Saved entries:
*** Block opens ***
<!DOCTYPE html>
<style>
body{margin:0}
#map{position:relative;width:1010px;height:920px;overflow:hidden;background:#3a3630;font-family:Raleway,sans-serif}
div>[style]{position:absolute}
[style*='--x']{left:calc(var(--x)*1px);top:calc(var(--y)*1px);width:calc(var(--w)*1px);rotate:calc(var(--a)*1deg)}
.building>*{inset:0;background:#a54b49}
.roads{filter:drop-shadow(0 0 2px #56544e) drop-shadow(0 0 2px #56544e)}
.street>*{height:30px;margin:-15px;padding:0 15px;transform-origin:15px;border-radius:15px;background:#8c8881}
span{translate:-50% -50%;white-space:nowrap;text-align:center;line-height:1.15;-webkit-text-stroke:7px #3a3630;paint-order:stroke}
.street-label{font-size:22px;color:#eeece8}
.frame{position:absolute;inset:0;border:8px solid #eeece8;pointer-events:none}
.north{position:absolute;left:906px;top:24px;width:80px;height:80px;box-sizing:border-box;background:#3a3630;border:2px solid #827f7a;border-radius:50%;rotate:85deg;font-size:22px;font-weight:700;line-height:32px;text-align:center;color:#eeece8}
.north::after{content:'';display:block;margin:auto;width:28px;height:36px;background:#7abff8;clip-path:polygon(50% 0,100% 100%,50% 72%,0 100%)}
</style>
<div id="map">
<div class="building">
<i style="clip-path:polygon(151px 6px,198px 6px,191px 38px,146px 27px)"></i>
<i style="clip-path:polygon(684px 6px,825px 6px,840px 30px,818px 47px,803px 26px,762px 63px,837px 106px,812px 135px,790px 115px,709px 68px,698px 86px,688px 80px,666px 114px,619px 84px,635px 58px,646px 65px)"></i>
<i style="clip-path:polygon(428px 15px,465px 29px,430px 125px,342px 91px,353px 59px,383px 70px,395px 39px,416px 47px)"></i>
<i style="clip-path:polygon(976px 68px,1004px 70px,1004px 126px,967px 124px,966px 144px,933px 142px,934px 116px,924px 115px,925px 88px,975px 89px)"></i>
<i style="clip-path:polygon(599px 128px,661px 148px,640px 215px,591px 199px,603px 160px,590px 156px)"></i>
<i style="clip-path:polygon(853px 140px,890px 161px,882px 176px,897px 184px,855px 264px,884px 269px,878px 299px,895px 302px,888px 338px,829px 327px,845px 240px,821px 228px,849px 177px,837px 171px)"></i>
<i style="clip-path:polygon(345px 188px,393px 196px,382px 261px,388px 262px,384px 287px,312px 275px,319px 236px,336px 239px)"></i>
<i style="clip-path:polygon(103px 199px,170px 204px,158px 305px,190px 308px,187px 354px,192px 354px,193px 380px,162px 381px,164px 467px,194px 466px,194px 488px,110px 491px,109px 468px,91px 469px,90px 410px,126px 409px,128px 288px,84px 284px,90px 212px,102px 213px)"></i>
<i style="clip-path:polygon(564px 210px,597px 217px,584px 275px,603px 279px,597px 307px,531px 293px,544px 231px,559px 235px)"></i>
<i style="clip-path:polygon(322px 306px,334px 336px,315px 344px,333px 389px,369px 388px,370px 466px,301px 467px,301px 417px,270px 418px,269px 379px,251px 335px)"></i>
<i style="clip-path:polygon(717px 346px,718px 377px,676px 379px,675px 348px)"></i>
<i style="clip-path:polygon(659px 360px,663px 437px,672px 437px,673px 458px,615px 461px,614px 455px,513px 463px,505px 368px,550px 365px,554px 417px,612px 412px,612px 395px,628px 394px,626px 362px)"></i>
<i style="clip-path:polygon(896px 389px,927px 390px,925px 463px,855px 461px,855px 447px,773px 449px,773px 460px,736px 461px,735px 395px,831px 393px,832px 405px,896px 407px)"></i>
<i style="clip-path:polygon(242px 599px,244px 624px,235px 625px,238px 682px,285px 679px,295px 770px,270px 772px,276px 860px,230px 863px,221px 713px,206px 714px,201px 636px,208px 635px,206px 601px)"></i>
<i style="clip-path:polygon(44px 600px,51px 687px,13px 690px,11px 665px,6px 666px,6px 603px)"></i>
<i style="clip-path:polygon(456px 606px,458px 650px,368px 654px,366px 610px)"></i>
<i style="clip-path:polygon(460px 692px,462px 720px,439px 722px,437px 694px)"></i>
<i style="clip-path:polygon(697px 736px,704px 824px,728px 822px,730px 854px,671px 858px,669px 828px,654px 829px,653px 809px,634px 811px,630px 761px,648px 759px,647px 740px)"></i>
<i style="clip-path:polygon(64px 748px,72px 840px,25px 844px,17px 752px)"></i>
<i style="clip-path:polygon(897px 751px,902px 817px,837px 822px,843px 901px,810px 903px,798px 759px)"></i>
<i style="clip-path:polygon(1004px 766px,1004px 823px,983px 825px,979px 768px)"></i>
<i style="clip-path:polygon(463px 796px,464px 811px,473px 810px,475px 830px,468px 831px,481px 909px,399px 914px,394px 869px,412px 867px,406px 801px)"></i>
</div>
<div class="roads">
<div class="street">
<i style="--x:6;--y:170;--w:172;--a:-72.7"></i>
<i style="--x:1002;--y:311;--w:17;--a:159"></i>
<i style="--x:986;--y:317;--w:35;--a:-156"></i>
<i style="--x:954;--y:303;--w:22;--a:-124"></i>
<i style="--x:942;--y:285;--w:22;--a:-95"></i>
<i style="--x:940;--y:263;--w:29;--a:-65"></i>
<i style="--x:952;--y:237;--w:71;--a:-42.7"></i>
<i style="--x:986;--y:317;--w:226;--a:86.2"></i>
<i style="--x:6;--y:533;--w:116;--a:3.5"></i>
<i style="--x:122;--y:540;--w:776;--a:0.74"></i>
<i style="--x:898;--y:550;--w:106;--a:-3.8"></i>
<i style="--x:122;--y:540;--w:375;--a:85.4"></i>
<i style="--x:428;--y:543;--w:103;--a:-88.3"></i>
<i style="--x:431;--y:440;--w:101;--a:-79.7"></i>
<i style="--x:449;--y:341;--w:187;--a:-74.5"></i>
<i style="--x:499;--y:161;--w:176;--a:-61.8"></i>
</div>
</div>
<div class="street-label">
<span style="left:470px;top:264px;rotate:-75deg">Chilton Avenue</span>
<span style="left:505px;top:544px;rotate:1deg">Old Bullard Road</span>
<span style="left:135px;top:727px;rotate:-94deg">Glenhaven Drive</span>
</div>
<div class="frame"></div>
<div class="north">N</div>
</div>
*** Block closes ***
# Description of the task
The answer must be a verbatim transcription of the entries above, from the first line through the line that contains "2px #56544e) drop-shadow(0", and nothing more.

# Result
<!DOCTYPE html>
<style>
body{margin:0}
#map{position:relative;width:1010px;height:920px;overflow:hidden;background:#3a3630;font-family:Raleway,sans-serif}
div>[style]{position:absolute}
[style*='--x']{left:calc(var(--x)*1px);top:calc(var(--y)*1px);width:calc(var(--w)*1px);rotate:calc(var(--a)*1deg)}
.building>*{inset:0;background:#a54b49}
.roads{filter:drop-shadow(0 0 2px #56544e) drop-shadow(0 0 2px #56544e)}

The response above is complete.